His group has hosted hundreds of visitors to learn how to use new biotechnologies, and he also regularly teaches at summer courses and workshops in neuroscience, and delivers lectures to the broader public (e.g., TED (2011); World Economic Forum (2012, 2013, 2016)). Ed received his Ph.D. in neurosciences from Stanford University as a Hertz Fellow, where he discovered that the molecular mechanisms used to store a memory are determined by the content to be learned. Before that, he received three degrees in electrical engineering, computer science, and physics from MIT. He has contributed to over 300 peer-reviewed papers, current or pending patents, and articles, and has given over 300 invited talks on his group’s work.
2015 – Dr. Robin Warren
2005 Nobel Prize in Physiology for Medicine
Nobel Prize winner Dr. John Robin Warren won the 2005 Prize in Physiology for Medicine, which was was awarded jointly to Dr. Warren and Barry J. Marshall “for their discovery of the bacterium Helicobacter pylori and its role in gastritis and peptic ulcer disease“
Dr. Warren was born in Adelaide in 1937. Despite an equal love for photography Warren entered medical school at the University of Adelaide, graduating with an MB and BS in 1961. A chance turn of fate led Warren to pathology and after training at the Royal Melbourne Hospital in 1967 he was admitted to the Royal College of Pathologists of Australasia. Warren then moved to Perth to take up a position as staff specialist in pathology at the Royal Perth Hospital (1968–98). It was during this time that Warren first observed bacteria in stomach sections associated with peptic ulcers (1979). Warren began to work with Barry Marshall in 1981 and together they were able to demonstrate that the bacteria Warren observed (now called Helicobacter pylori) was the causative agent in peptic ulcers. This revolutionary discovery was at first rejected by the medical fraternity but finally led to a cure for peptic ulcers.
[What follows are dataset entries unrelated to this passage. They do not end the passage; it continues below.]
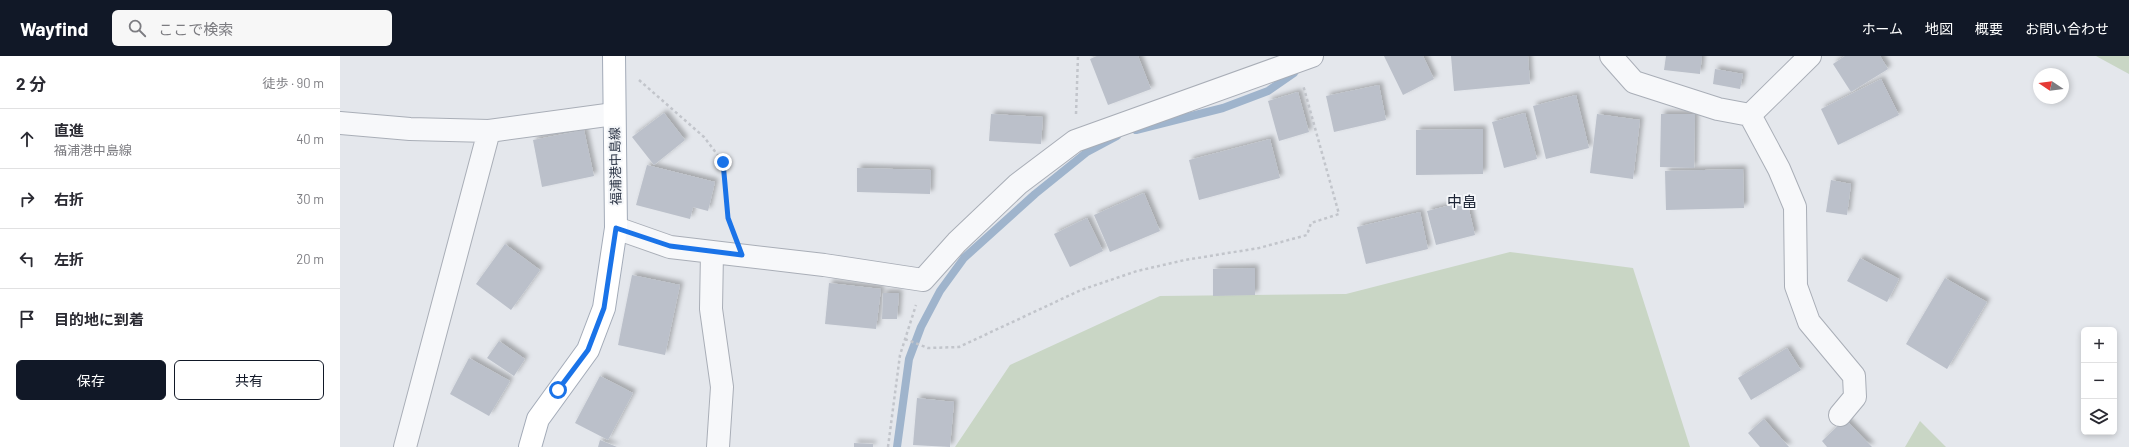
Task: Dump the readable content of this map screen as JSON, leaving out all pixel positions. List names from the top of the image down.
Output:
{
  "streets": {
    "main road": ["福浦港中島線"]
  },
  "districts": ["中畠"],
  "north": "left",
  "page": {
    "header": "Wayfind",
    "search": "ここで検索",
    "nav": [
      "ホーム",
      "地図",
      "概要",
      "お問い合わせ"
    ],
    "heading": ["2 分", "徒歩 · 90 m"],
    "list": [
      ["直進", "福浦港中島線", "40 m"],
      ["右折", "30 m"],
      ["左折", "20 m"],
      "目的地に到着"
    ],
    "map_buttons": ["+", "−"],
    "buttons": ["保存", "共有"]
  }
}
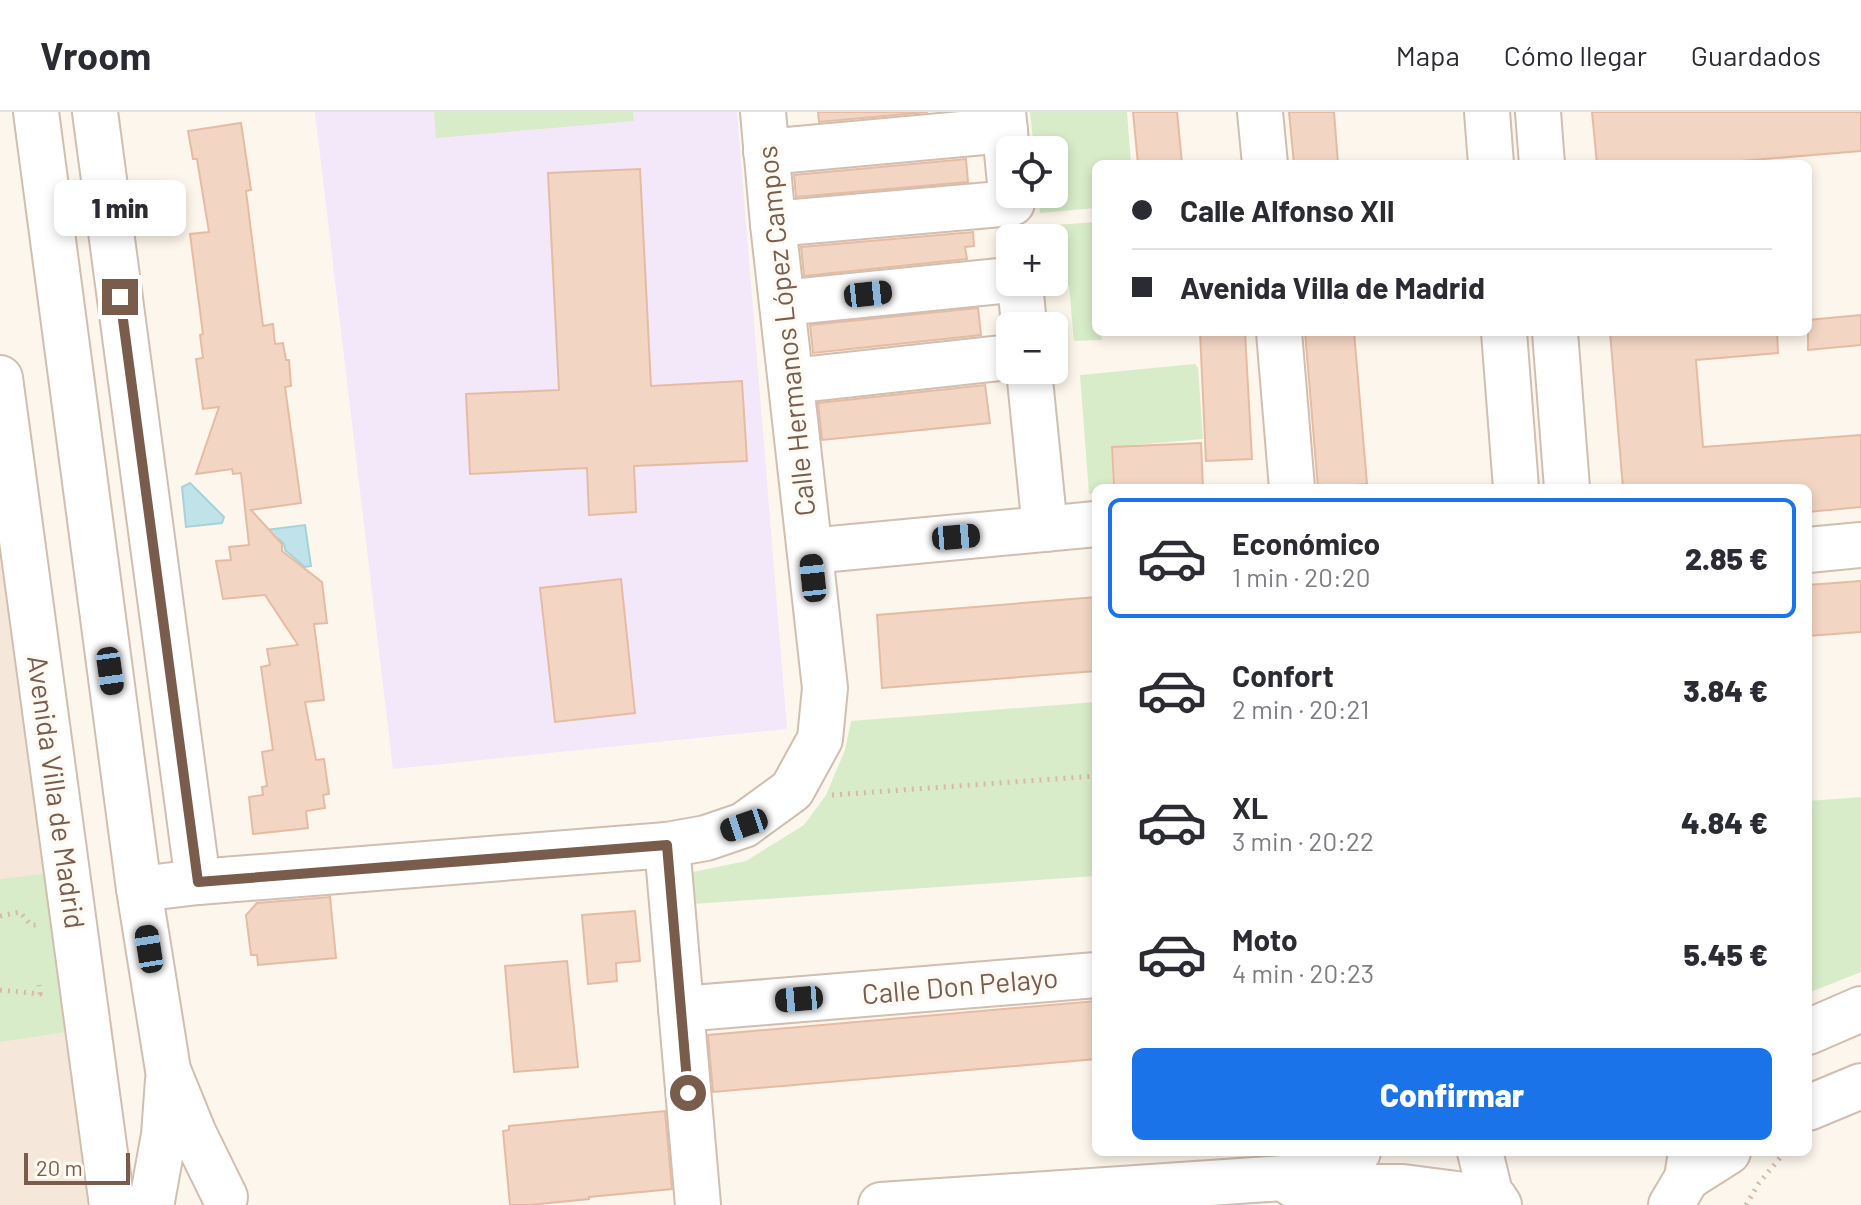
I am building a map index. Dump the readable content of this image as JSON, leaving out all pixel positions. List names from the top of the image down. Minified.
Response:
{"streets":{"street":["Calle Hermanos López Campos","Avenida Villa de Madrid","Calle Don Pelayo"]},"scale_bar":"20 m","page":{"header":"Vroom","nav":["Mapa","Cómo llegar","Guardados"],"map_buttons":["+","−"],"banner":["Calle Alfonso XII","Avenida Villa de Madrid"],"bubble":"1 min","list":[{"name":"Económico","note":"1 min · 20:20","value":"2.85 €"},{"name":"Confort","note":"2 min · 20:21","value":"3.84 €"},{"name":"XL","note":"3 min · 20:22","value":"4.84 €"},{"name":"Moto","note":"4 min · 20:23","value":"5.45 €"}],"buttons":"Confirmar","scale":"20 m"}}
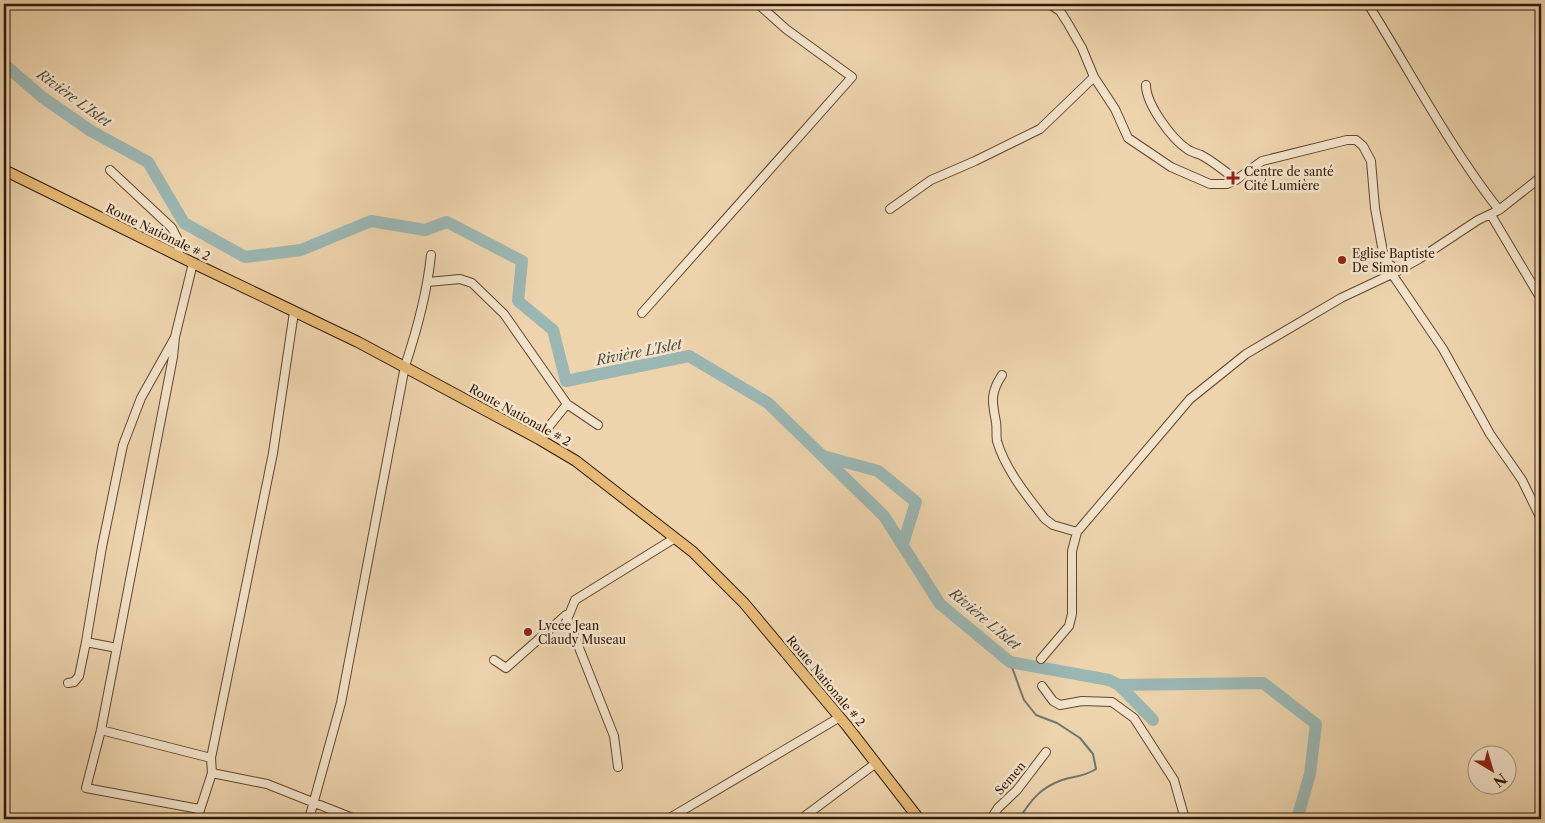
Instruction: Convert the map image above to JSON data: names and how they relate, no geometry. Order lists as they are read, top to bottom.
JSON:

2014 – Dr. Louis J. Ignarro
1998 Nobel Laureate in Physiology or Medicine
Dr. Louis J. Ignarro, a distinguished molecular and medical pharmacologist and 1998 Nobel Laureate in Physiology or Medicine, is currently Distinguished Professor of Pharmacology at UCLA, USA, and an Honorary Professor of Medicine at CUHK. Professor Ignarro discovered that nitric oxide causes vasodilation, inhibits thrombosis, and is produced in arteries as the endothelium-derived relaxing factor. His discoveries have greatly encouraged research in the protective mechanism of the cardiovascular system against pathological conditions and in vascular complications, bearing significant impact on medical development. The University will confer upon Professor Ignarro the degree of Doctor of Science, honoris causa, in recognition of his valuable advice and support to CUHK in its research and development in medicine and science.